In the wake of the recent death of Chuck Brown, known as the “Godfather of Go-Go”, Chuck Thies, who identifies himself as a political analyst in the D.C. area, wrote the following in his First Read–DMV column:
John Phillip Sousa, Duke Ellington, Marvin Gaye, Henry Rollins and Ian MacKaye reside on the Mount Olympus of Washington musicians. Chuck Brown is Zeus.
Sousa, Ellington, Gaye, Rollins and MacKaye all mastered the genres of music for which they are known. Brown, alongside The Young Senators and Black Heat, invented his genre. Go-Go. A sound uniquely Washington.
Can we just hold up a sec?
I don’t mean any disrespect to Mr. Brown, who was certainly a giant in the field of Go-Go music. But how many people across the country can even describe what Go-Go music is? Aren’t we going a little beyond tribute to compare Brown to Ellington, for gosh sakes? To suggest that he was in any way a more significant figure than Sousa? Must our declarations of admiration for the recently deceased go to such reality-distorting extremes? Is such laughable tribute any real tribute at all?

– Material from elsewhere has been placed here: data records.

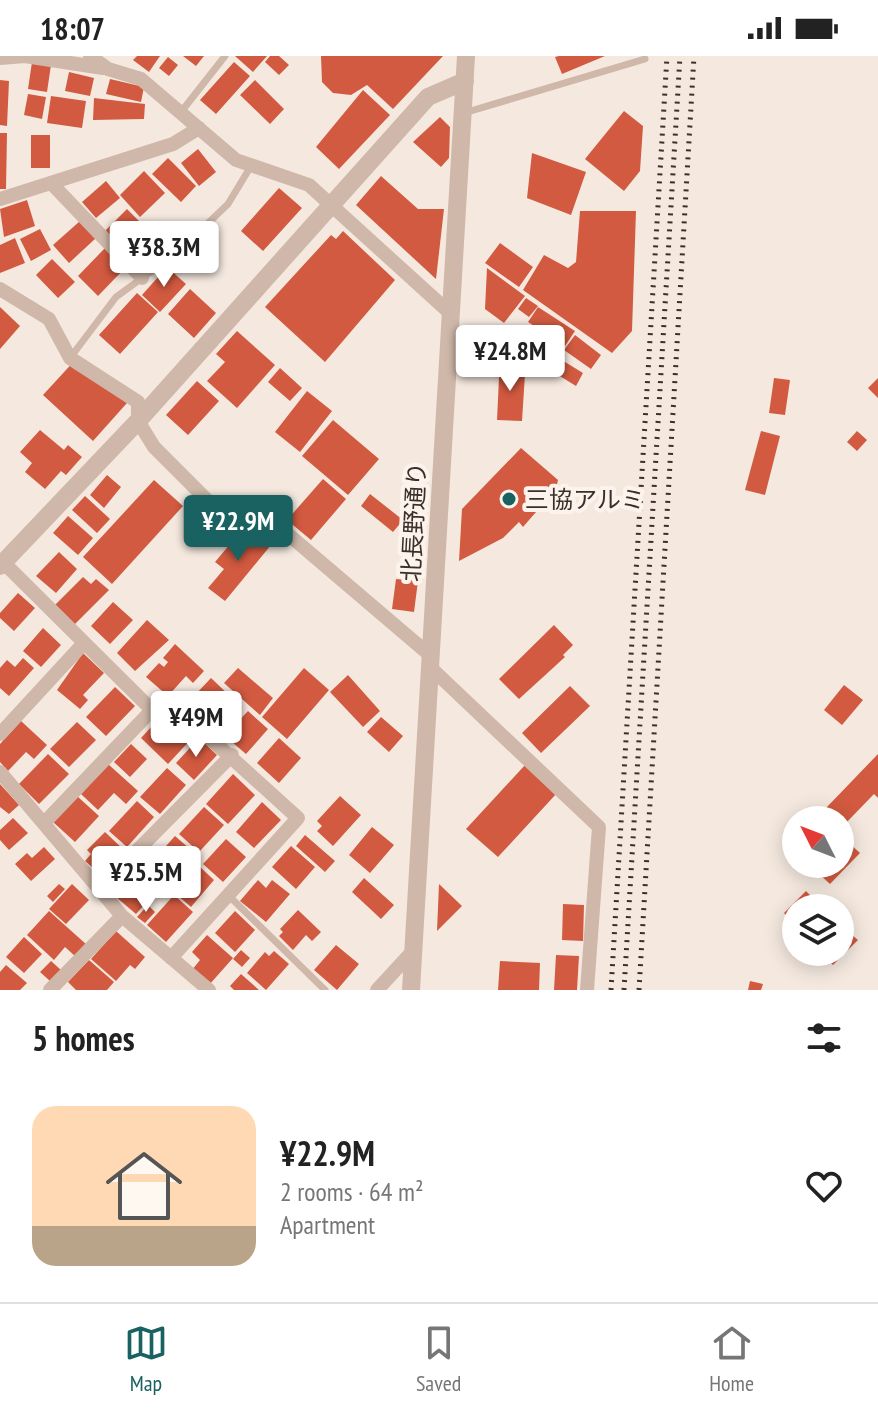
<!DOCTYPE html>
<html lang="en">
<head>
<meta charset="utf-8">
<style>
  :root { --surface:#fff; --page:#f6f6f6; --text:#222; --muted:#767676; --line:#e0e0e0; --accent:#1a6262 }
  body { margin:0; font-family:"PT Sans Narrow","Noto Sans JP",sans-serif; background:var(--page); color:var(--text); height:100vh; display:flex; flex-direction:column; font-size:30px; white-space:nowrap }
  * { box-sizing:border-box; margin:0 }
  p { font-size:26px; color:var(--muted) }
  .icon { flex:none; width:44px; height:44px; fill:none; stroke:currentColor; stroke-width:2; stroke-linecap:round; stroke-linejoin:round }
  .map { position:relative; height:934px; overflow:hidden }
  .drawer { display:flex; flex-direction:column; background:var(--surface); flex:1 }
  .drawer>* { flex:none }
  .needle { width:52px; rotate:312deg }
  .controls { position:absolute; left:782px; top:750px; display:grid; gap:16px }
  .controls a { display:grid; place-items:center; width:72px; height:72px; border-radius:50%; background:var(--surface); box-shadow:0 4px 20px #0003; font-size:40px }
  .price { position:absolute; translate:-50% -68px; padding:0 18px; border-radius:8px; background:#fff; color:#222; font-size:26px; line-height:52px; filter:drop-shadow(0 2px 4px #0008) }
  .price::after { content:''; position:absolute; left:50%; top:48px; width:24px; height:18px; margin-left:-12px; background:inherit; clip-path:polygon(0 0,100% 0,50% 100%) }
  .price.current { background:var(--accent); color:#fff }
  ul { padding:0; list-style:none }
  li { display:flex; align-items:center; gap:24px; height:200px; padding:0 32px }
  li span { display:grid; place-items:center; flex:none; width:224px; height:160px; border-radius:24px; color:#555 }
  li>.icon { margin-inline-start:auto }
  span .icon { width:96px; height:96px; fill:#fffc; stroke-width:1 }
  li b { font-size:34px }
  h2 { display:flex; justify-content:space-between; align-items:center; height:96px; padding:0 32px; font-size:34px }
  .status { display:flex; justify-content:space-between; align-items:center; height:56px; padding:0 40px; background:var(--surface); direction:ltr }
  .status svg { height:22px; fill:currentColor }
  .tabs { display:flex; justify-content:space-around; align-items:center; height:112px; border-top:2px solid var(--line); background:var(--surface); font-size:22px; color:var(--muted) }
  .tabs a { display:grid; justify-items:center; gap:4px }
  .tabs .current { color:var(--accent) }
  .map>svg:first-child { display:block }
</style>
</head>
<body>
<div class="status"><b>18:07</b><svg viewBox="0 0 49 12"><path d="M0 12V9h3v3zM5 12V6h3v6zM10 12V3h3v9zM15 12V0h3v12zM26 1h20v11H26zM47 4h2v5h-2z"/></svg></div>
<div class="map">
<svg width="878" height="934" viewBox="0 0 878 934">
  <rect width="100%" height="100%" fill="#f5e9df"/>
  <path fill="#d25a40" d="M137,0H160L149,16L133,4Z
    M183,0H204L196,10Z
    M235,0H267L253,16Z
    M270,0H279L289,9L279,19L265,6Z
    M321,0H443L393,53L367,29L351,39L333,37L322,26Z
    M559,0H605L562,18L555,1Z
    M168,1L178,9L169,20L159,12Z
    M32,6L51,9L47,36L28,33Z
    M234,6L250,20L216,58L200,44Z
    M69,16L94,22L90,40L65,35Z
    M110,23L144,31L141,46L106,38Z
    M0,24L9,25L7,70L0,69Z
    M255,24L284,53L270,68L240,39Z
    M363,34L390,59L339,113L316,91Z
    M28,38L46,41L42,63L24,59Z
    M51,40L86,45L82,72L47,67Z
    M94,42L145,48L144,63L93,64Z
    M624,55L643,70L640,115L624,135L585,103Z
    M440,61L450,71L449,102L441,111L413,86Z
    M0,77H7L6,133H0Z
    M31,79H50V112H31Z
    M198,93L216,116L199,130L181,107Z
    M532,97L586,116L571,159L527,142Z
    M168,102L196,130L181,146L152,118Z
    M144,115L165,137L140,161L120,139Z
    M381,120L418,153H444L436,223L356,149Z
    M106,125L120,142L96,162L82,146Z
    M279,132L302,152L263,195L241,175Z
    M27,144L35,170L4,181L0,153Z
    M127,153L142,168L135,175L161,201L148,213L105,175Z
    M580,155H636L632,275L612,297L523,234L544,199L568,212L576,206Z
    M80,165L96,182L69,207L53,189Z
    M40,173L51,194L31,205L20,183Z
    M343,175L395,224L325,306L265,251L331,179L336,183Z
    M15,182L25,207L0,217V189Z
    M500,187L533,211L519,231L485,207Z
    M105,192L125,212L98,240L78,220Z
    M52,203L75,226L58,242L36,219Z
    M167,211L186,228L160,256L142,239Z
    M487,212L525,240L504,267L485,253Z
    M190,233L216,257L194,282L168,258Z
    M137,237L158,256L120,298L99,279Z
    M526,242L538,250L529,261L518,253Z
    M0,251L20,270L0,293Z
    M538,251L575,275L565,290L528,266Z
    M237,275L275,309L237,352L207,325L225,306L216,298Z
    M575,279L601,299L591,313L564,294Z
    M542,292L583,317L576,330L534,304Z
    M500,301L525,318L522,365L497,364Z
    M77,302L127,347L93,385L43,339Z
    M280,312L302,332L290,345L268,326Z
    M774,322L790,324L785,359L769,357Z
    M878,322V342L868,332Z
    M197,325L219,345L188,379L166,359Z
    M307,335L332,355L300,396L275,376Z
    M333,364L379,403L348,439L302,400Z
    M40,374L64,394L68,389L82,401L66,419L61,415L45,433L25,416L32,407L20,396Z
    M761,375L780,380L765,439L745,434Z
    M857,375L867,384L857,395L847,386Z
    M521,392L558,424L556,433L523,471L519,466L503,482L459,505L462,453Z
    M107,419L121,431L104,452L90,439Z
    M323,423L346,443L311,484L287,464Z
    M154,424L183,450L112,528L83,501Z
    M370,438L403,464L393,476L361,450Z
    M85,440L110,463L97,477L72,454Z
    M68,460L93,482L78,499L53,477Z
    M230,480L261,481L271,489L225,545L208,532L224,513L215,506L231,487L227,484Z
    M59,496L77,513L56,537L36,520Z
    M83,521L91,528L96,523L109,534L73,570L52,552Z
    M396,523L418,525L414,556L392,553Z
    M18,537L35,552L14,575L0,562V557Z
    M113,546L133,564L110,588L91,570Z
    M147,564L169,584L135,615L117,597Z
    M554,569L573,589L563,599L565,601L519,643L499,623Z
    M43,572L61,589L41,611L23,595Z
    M175,588L204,615L193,627L186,620L168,640L146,621L159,607L164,611L168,606L163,602Z
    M83,597L104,617L83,639L88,644L80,653L57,634Z
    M23,602L34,612L9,640L0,632V612L7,604L15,611Z
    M238,612L273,642L260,659L224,627Z
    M304,612L329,634L287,683L262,661Z
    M348,619L380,655L363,671L330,636Z
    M211,622L232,642L209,666L192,649L198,642L195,639Z
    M844,629L863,644L842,669L824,654Z
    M570,630L590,650L541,697L522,677Z
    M115,631L135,650L106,680L86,661Z
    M167,654L194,680L168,708L141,682Z
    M248,655L268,673L246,698L232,686L239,678L232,672Z
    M381,661L403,680L389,696L367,676Z
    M21,665L47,689L34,703L26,696L8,715L0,706V688Z
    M77,666L96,684L69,711L50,693Z
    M199,682L217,699L194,724L176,707Z
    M279,682L301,702L279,727L257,707Z
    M131,688L147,703L130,721L114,706Z
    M48,698L69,718L39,748L19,728Z
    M878,698V742L874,738L844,769L826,752Z
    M108,708L138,735L126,748L114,737L98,754L81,738Z
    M526,708L557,737L498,801L466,773Z
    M167,712L186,729L160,758L140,741Z
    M233,718L255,739L228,768L206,748Z
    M0,728L19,749L9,758L0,751Z
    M77,740L99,760L75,786L53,766Z
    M340,740L361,759L333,790L317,775L322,770L317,765Z
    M137,745L154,761L127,791L109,775Z
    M262,746L281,764L254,792L236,776Z
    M204,751L224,769L199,796L179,778Z
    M13,762L28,777L9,794L0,784V774Z
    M372,771L394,789L370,817L349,799Z
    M105,776L125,795L102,820L85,805L91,798L87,794Z
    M305,779L335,805L325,816L296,790Z
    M175,780L190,793L172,814L157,800Z
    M226,783L246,801L223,826L203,808Z
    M848,786L860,797L830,828L818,817L827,808H840V795Z
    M291,790L315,811L296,833L272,811Z
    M44,791L55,803L31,825L15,808L27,797L32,802Z
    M143,811L163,828L136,858L116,841Z
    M200,811L214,824L191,851L176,838Z
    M364,822L394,849L381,863L352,836Z
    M258,824L266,832L272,824L290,838L266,866L240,845Z
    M59,828L65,833L53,846L47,840Z
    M72,828L89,844L66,868L49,853Z
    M439,828L462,850L437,875Z
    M806,835L816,845L809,852H796L794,867L784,857Z
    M174,839L193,856L166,886L147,869Z
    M563,848L584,849L583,885L562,884Z
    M148,849L155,856L145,867L137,861Z
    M298,854L321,876L312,885L306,879L293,894L279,880L283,876L280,873Z
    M49,855L87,889L76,901L65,891L54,904L27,879Z
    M235,855L255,874L235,896L215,877Z
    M845,873L858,884L833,909L821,898L840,896V878Z
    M116,875L145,901L135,913L130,909L116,925L91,903Z
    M207,879L233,902L209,929L192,914L200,904L192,896Z
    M24,881L42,898L24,917L6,901Z
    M336,889L359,908L337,934L314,914Z
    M241,894L250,902L242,911L233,903Z
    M274,895L289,908L266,934L247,917L265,896L269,900Z
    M556,899L579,900L577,934H554Z
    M89,904L114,926L107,934H76L68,926Z
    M51,905L61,914L50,925L40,916Z
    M500,905L540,907L539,934H498Z
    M6,909L27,927L20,934H0V916Z
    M241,918L259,934H234L230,930Z
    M750,925L763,928L761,934H748Z"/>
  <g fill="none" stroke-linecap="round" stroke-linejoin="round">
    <path stroke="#cfb8a9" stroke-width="7" d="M181,56L225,0
      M464,57L645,3
      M70,302L116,241L178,196L228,148L251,110
      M228,839L325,934"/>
    <path stroke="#cfb8a9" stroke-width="14" d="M90,0L108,13L141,23L236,104L309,129L450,257
      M0,2L25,0L103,12
      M51,127L142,222
      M0,143L173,88L199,72
      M0,233L49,263L70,302L138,346V365L154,391L235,472L289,479L431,600
      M3,506L152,654L44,767
      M431,612L599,771L587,934
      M152,654L171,647L298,762L171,902
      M0,678L83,588
      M0,716L122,860L209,934
      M100,832L232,699
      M50,934L122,860
      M377,934L412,896"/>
    <path stroke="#cfb8a9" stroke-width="18" d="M0,510L138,365L428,41L465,25
      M411,934L466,0"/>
    <path stroke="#3c2e29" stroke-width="5" stroke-dasharray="2 6" stroke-linecap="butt" d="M611,934L667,0
      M624,934L680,0
      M639,934L694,0"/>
  </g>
  <circle fill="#1a6262" stroke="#fcf4ec" stroke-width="3" cx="509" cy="443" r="8"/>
  <g text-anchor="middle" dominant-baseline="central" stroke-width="8" stroke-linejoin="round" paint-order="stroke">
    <g font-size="24" fill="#3c2e29" stroke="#fcf4ec" text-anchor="start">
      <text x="525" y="443">三協アルミ</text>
    </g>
    <g font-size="24" fill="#3c2e29" stroke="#fcf4ec">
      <text transform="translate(414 466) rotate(-87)">北長野通り</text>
    </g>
  </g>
</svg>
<div class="controls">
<a><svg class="needle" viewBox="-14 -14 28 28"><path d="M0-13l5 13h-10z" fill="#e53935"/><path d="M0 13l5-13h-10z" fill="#767676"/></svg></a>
<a><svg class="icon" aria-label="layers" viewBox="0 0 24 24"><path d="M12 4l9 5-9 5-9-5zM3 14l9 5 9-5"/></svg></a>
</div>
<b class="price" style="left:164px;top:233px">¥38.3M</b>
<b class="price" style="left:510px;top:337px">¥24.8M</b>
<b class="price current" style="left:238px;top:507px">¥22.9M</b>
<b class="price" style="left:196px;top:703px">¥49M</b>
<b class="price" style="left:146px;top:858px">¥25.5M</b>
</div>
<section class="drawer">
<h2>5 homes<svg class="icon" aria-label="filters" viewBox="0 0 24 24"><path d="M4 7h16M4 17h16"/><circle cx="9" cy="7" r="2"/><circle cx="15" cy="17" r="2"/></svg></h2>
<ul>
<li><span style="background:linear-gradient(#ffd9b3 75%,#b9a48a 0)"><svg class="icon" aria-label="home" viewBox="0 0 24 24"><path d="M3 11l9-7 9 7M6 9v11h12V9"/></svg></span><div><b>¥22.9M</b><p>2 rooms · 64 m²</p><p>Apartment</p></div><svg class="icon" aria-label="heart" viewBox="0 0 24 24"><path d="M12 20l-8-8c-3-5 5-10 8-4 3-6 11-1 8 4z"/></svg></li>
</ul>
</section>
<nav class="tabs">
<a class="current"><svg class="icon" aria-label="map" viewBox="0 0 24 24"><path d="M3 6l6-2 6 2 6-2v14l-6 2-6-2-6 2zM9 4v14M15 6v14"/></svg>Map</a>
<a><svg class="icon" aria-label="saved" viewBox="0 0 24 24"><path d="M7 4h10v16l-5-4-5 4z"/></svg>Saved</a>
<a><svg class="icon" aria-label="home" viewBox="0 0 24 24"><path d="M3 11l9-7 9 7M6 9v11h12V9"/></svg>Home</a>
</nav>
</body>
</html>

Of course, Thies undermines his own claim for Brown’s importance by saying his music was “uniquely Washington”. True enough: Brown’s single national top 40 single, “Bustin’ Loose”, is far lesser known than the Nelly hit that sampled it:
In the real world, Marvin Gaye and John Phillip Sousa made music that made a lasting, worldwide impact. And the incomparable Ellington? One of the most significant musical figures of our century, to say the very least. But in the world of Chuck Thies these men are lesser lights in a musical universe ruled by the “uniquely Washington” Chuck Brown. Such, unfortunately, is the hype of eulogyspeak.